- [Data for the task]:

══════════════════════════════

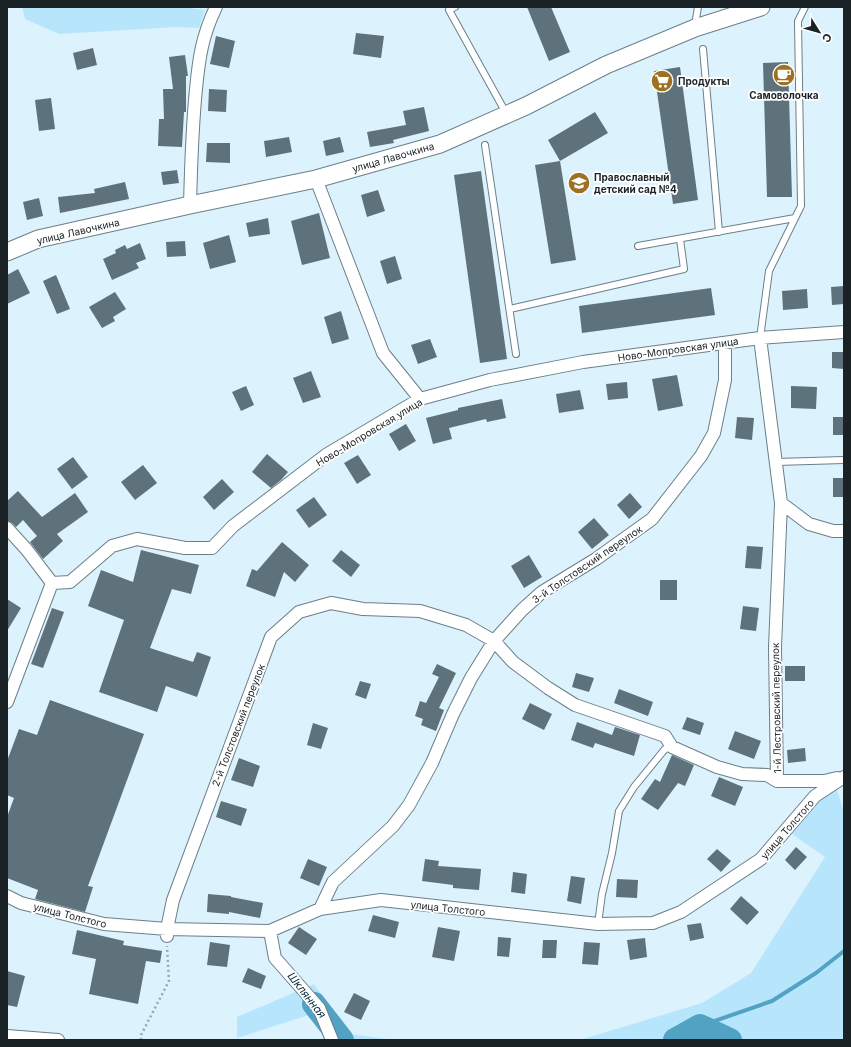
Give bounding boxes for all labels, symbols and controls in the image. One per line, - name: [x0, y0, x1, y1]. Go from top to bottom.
- north arrow: [799, 12, 839, 52]
- text: С: [819, 31, 835, 45]
- cafe icon: Самоволочка: [771, 62, 797, 88]
- supermarket icon: Продукты: [649, 68, 675, 94]
- place label: Продукты: [678, 75, 730, 88]
- place label: Самоволочка: [749, 89, 819, 101]
- street label: улица Лавочкина: [351, 140, 435, 174]
- school or university icon: Православный детский сад №4: [566, 170, 592, 196]
- place label: Православный детский сад №4: [594, 171, 677, 195]
- street label: улица Лавочкина: [35, 216, 121, 246]
- street label: Ново-Мопровская улица: [617, 335, 739, 363]
- street label: Ново-Мопровская улица: [314, 395, 424, 469]
- street label: 3-й Толстовский переулок: [530, 522, 645, 605]
- street label: 1-й Лестровский переулок: [769, 642, 783, 773]
- street label: 2-й Толстовский переулок: [209, 662, 267, 788]
- street label: улица Толстого: [758, 797, 816, 861]
- street label: улица Толстого: [410, 898, 486, 918]
- street label: улица Толстого: [32, 900, 108, 930]
- water label: Шклянная: [285, 969, 329, 1021]

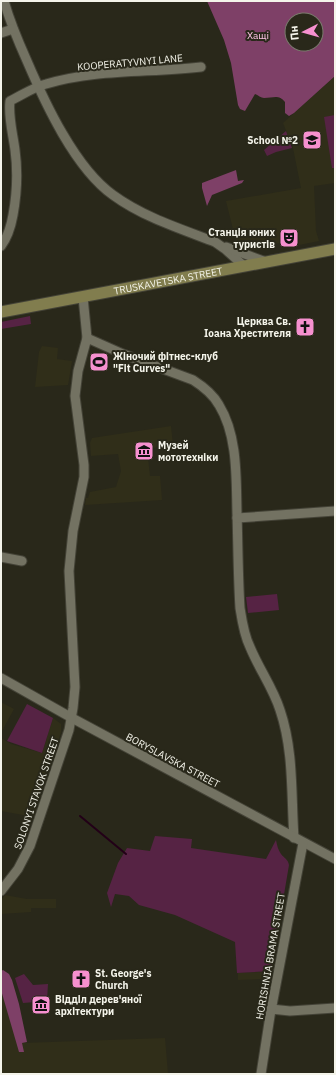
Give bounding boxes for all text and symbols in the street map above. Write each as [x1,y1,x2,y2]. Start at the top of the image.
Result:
north arrow [284,12,324,52]
text: Пн [286,25,302,41]
park label: Хащі [247,29,269,42]
street label: KOOPERATYVNYI LANE [77,51,184,74]
school or university icon: School №2 [301,129,323,151]
place label: School №2 [247,134,298,147]
place label: Станція юних туристів [208,226,275,251]
theatre icon: Станція юних туристів [278,227,300,249]
street label: TRUSKAVETSKA STREET [113,264,224,298]
place label: Церква Св. Іоана Хрестителя [204,315,291,340]
church icon: Церква Св. Іоана Хрестителя [294,316,316,338]
place label: Жіночий фітнес-клуб "Fit Curves" [113,350,218,375]
sports icon: Жіночий фітнес-клуб "Fit Curves" [88,351,110,373]
place label: Музей мототехніки [158,439,218,464]
museum icon: Музей мототехніки [133,440,155,462]
street label: BORYSLAVSKA STREET [124,730,222,791]
street label: SOLONYI STAVOK STREET [11,735,62,851]
street label: HORISHNIA BRAMA STREET [253,891,288,1021]
place label: St. George's Church [95,967,151,992]
church icon: St. George's Church [70,968,92,990]
place label: Відділ дерев'яної архітектури [55,993,143,1018]
museum icon: Відділ дерев'яної архітектури [30,994,52,1016]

══════════════════════════════

Reproduce each line from the records that contains the word "Православный".

- school or university icon: Православный детский сад №4: [566, 170, 592, 196]
- place label: Православный детский сад №4: [594, 171, 677, 195]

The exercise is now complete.